The company has also not implemented renewable energy use, which compares to the lack of a clear policy in the prior year. The company has also notably not implemented green buildings as well, which compares to the lack of a defined policy in this regard in the prior year.
In terms of its carbon footprint, the company's Estimated CO2 Equivalents Emission Total stands at 239,163 in the latest fiscal year based on a Median CO2 Estimation Method.
From a social standpoint, the company scores reasonably, outperforming on the Workforce Score front, but underperforming on the Human Rights Score front.
For instance, it has implemented a health and safety policy, which compares to the presence of a clear policy in the prior year. The company has also implemented an Employee Health & Safety Policy, with a Supply Chain Health & Safety Policy not implemented as well. This compares to the lack of a similar policy in the prior year. The company has produced a rise in Net Employment Creation as of the latest fiscal year.
As of the latest fiscal year, there have not been Management Departures, while the prior year saw no departures. Meanwhile, the company experienced no strikes this year, which compares to no strikes in the prior year.
From a governance standpoint, the company scores unfavorably, outperforming on the Management Score front, but underperforming on the CSR Strategy Score front.
The company does not have a Corporate Governance Board Committee, does not have a Nomination Board Committee, does not have an Audit Board Committee, and does not have a Compensation Board Committee. The company does have a Board Structure Policy and does have a Policy for Board Independence in place. The Board has held 14 meetings in the last fiscal year. The Board size currently stands at nine members based on the latest annual/ESG report. Board diversity stands at 44.4% for gender diversity but lacks cultural diversity.

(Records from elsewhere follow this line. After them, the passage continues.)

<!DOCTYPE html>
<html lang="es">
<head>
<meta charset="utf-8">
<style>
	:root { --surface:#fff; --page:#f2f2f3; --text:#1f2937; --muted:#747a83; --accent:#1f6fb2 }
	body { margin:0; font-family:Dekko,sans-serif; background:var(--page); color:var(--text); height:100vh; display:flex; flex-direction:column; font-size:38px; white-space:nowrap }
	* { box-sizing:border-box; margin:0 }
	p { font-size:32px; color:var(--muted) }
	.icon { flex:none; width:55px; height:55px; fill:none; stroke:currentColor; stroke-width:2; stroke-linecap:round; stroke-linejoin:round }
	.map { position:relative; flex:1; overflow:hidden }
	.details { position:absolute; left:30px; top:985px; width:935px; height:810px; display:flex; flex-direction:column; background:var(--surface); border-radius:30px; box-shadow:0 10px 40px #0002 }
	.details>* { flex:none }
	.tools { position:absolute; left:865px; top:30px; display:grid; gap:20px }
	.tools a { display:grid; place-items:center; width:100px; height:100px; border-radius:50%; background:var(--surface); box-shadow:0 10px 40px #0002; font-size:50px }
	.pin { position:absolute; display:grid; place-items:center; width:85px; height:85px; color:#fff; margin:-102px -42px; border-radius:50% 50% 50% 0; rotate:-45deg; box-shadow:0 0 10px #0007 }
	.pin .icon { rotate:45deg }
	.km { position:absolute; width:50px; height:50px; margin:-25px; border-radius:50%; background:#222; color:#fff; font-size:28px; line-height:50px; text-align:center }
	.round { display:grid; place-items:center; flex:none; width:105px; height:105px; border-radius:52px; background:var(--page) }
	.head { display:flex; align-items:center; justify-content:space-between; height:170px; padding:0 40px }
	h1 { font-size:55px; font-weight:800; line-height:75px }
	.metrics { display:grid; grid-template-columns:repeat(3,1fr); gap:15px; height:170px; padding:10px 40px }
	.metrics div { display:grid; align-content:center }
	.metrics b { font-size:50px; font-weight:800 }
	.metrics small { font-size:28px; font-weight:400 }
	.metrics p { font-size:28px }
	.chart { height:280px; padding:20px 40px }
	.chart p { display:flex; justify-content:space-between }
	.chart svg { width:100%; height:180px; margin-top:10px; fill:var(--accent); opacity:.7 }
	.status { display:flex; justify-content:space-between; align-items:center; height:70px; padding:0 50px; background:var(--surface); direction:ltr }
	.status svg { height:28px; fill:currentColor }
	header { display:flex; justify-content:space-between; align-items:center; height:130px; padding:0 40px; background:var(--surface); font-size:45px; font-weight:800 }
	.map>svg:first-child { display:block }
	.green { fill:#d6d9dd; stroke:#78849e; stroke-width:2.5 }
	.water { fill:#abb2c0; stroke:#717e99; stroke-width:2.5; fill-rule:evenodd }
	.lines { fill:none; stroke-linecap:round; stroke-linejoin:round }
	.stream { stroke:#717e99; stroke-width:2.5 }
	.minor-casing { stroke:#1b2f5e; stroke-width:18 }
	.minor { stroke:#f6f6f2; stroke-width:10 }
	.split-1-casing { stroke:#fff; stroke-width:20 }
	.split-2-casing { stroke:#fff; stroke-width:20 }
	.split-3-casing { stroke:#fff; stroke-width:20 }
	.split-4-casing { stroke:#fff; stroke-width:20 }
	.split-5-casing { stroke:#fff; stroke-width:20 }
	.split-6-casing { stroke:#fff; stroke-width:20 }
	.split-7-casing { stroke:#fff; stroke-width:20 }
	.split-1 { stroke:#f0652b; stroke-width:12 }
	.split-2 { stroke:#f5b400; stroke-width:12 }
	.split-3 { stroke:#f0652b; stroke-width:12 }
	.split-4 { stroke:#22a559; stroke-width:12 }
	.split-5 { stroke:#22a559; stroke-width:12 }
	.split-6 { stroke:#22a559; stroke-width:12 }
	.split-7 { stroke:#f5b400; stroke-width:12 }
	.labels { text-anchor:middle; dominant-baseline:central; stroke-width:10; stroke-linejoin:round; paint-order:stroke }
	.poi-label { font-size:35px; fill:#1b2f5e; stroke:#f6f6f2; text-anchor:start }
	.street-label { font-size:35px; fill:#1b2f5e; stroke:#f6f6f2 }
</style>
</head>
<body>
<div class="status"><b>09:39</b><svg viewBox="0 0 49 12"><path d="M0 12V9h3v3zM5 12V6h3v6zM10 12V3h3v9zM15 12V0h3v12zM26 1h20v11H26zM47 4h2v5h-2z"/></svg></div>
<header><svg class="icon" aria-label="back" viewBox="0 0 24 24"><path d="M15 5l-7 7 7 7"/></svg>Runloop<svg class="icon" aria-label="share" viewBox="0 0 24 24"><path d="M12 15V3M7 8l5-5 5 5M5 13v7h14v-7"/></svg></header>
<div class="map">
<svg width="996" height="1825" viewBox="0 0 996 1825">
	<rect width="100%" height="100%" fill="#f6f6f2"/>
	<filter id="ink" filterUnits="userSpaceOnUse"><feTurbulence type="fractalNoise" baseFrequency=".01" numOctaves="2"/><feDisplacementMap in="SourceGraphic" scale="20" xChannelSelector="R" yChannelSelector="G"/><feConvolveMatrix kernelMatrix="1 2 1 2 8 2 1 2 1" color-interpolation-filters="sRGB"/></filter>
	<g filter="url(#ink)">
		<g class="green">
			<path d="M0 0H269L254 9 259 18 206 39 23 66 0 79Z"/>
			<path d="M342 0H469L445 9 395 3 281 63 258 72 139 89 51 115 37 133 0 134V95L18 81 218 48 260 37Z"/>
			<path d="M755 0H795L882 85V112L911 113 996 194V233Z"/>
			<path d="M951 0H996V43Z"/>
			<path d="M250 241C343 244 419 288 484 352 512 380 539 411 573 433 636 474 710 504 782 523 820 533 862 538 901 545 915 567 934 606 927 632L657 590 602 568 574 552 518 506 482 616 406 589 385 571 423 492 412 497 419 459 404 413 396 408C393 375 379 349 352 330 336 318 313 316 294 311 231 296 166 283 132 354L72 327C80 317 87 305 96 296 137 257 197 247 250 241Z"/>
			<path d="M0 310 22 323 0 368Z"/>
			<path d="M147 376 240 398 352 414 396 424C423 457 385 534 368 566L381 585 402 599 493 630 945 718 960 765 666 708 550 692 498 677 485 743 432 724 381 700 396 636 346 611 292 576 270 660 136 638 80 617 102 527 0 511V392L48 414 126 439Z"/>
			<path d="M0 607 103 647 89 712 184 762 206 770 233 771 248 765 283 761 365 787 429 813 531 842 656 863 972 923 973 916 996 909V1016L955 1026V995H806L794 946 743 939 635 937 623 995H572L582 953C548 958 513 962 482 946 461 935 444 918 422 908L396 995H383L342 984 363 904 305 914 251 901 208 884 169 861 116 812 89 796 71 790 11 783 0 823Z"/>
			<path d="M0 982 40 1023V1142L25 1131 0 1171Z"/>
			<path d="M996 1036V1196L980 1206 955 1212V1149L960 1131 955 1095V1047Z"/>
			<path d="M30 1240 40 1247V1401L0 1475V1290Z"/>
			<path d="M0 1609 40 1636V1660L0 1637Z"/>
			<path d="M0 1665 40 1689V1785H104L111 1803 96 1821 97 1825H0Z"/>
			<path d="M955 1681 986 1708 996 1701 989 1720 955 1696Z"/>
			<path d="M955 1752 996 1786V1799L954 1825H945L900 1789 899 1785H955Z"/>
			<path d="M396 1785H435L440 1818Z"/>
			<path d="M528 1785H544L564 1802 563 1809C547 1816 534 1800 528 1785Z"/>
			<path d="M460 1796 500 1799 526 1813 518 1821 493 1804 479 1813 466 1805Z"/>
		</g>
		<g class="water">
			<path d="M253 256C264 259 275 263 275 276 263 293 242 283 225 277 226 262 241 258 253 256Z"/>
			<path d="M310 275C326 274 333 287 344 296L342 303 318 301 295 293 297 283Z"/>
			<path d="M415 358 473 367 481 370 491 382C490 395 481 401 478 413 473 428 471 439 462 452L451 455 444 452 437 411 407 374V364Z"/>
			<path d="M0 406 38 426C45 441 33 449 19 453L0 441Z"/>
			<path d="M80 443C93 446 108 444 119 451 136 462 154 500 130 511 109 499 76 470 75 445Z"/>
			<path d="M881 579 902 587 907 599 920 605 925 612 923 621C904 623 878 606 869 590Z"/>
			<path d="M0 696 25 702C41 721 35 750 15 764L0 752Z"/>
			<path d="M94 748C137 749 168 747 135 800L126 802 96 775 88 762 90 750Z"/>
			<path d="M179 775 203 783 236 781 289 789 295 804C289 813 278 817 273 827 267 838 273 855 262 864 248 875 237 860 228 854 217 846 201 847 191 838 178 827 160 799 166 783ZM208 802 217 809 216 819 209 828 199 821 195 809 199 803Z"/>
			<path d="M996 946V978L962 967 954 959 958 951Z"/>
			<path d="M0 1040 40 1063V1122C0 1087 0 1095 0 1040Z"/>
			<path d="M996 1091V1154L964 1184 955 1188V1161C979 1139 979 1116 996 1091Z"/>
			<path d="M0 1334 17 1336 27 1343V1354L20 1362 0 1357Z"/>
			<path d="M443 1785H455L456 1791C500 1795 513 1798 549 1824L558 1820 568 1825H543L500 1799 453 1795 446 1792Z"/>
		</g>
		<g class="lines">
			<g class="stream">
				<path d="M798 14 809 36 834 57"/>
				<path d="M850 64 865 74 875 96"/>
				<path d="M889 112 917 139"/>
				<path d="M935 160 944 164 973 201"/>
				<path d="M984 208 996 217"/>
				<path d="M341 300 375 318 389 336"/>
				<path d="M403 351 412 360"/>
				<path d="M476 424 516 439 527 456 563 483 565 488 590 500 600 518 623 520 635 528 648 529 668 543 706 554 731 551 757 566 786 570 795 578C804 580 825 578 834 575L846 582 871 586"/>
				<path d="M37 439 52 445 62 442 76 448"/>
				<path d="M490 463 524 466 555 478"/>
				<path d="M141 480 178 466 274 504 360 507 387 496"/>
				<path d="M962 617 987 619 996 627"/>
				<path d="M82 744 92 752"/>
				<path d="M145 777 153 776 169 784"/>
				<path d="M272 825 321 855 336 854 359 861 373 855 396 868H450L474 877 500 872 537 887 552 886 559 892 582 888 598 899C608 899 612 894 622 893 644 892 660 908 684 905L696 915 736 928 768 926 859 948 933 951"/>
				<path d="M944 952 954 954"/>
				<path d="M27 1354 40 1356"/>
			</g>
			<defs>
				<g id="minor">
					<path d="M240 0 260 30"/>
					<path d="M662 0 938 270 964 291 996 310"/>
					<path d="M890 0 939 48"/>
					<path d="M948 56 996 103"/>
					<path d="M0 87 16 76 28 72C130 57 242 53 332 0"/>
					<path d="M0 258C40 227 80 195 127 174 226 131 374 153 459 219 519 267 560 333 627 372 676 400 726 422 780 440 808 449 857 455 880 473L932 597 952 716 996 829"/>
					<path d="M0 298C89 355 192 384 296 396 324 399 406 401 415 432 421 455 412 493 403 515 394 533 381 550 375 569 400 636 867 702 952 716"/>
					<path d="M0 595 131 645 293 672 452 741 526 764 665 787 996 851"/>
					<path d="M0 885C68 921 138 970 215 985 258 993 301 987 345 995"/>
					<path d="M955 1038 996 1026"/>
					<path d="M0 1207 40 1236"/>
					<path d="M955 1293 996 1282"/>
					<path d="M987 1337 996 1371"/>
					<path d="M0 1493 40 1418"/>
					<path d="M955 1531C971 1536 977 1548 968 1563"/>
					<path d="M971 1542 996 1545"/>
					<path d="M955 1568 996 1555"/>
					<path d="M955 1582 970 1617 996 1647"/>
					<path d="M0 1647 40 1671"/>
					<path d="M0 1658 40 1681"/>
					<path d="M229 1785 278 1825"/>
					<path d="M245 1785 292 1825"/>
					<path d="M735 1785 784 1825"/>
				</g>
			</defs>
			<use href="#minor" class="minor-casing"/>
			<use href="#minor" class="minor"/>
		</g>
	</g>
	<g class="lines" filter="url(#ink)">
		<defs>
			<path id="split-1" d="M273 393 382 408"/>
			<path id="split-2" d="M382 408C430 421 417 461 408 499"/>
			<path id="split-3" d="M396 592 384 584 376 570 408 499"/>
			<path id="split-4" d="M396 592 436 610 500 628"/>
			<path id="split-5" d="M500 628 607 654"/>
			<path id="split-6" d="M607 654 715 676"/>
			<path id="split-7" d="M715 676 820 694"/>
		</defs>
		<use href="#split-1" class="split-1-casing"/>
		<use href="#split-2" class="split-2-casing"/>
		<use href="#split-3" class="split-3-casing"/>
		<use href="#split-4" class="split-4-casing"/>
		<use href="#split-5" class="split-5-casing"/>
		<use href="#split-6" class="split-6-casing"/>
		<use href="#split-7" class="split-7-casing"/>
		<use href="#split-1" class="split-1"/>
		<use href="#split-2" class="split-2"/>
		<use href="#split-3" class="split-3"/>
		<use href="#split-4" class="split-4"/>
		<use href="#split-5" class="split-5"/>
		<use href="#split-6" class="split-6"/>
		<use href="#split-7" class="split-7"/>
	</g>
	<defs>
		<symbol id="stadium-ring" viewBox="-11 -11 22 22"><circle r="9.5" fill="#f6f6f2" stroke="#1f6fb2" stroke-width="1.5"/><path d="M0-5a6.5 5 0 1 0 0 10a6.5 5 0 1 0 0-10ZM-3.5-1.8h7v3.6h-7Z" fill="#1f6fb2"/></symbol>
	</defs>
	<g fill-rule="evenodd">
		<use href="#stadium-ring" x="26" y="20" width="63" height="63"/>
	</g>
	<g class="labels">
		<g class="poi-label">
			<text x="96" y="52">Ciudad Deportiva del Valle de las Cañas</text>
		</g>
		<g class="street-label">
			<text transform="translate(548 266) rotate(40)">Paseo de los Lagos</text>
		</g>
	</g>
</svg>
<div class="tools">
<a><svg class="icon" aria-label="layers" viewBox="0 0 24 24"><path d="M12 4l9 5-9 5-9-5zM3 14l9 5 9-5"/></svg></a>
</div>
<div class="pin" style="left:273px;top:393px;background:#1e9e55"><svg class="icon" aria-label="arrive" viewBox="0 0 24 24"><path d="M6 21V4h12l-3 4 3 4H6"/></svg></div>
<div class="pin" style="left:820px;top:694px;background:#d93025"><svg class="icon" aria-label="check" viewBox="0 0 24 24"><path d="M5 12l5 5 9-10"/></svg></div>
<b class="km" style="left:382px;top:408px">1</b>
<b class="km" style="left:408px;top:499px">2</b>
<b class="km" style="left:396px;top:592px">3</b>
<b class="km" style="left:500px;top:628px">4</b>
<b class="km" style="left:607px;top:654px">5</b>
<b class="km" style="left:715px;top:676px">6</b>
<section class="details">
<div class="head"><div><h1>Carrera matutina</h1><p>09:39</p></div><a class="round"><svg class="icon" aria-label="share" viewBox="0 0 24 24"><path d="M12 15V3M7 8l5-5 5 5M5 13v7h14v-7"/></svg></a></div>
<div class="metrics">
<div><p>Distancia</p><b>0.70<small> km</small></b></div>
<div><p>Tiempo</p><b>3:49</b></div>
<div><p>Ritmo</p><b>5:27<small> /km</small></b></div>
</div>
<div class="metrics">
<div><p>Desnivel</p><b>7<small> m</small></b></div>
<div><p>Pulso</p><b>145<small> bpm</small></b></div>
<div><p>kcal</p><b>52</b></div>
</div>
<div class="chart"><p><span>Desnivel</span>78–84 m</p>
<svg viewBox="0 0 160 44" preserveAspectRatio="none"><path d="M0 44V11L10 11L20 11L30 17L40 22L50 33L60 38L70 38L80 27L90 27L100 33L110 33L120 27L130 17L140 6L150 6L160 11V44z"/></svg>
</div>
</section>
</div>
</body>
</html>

The company has implemented a Policy for Executive Compensation Performance but has not linked Executive Compensation Policy to ESG Performance. The company has implemented a Policy Executive Retention, and has not implemented a Succession Plan, and has implemented an External Consultants policy.
The company has not implemented CEO-Chairman Separation and does not have its CEO as a Board member. Its chairman is not an ex-CEO. Board member term duration stands at three years. In total, senior executives' compensation has risen in the latest fiscal year, along with Board member compensation. Notably, the CEO compensation is not linked to total shareholder return. Meanwhile, executive compensation is not linked to long-term objectives. Sustainability compensation incentives have not been implemented. Thus far, there have not been any executive compensation controversies.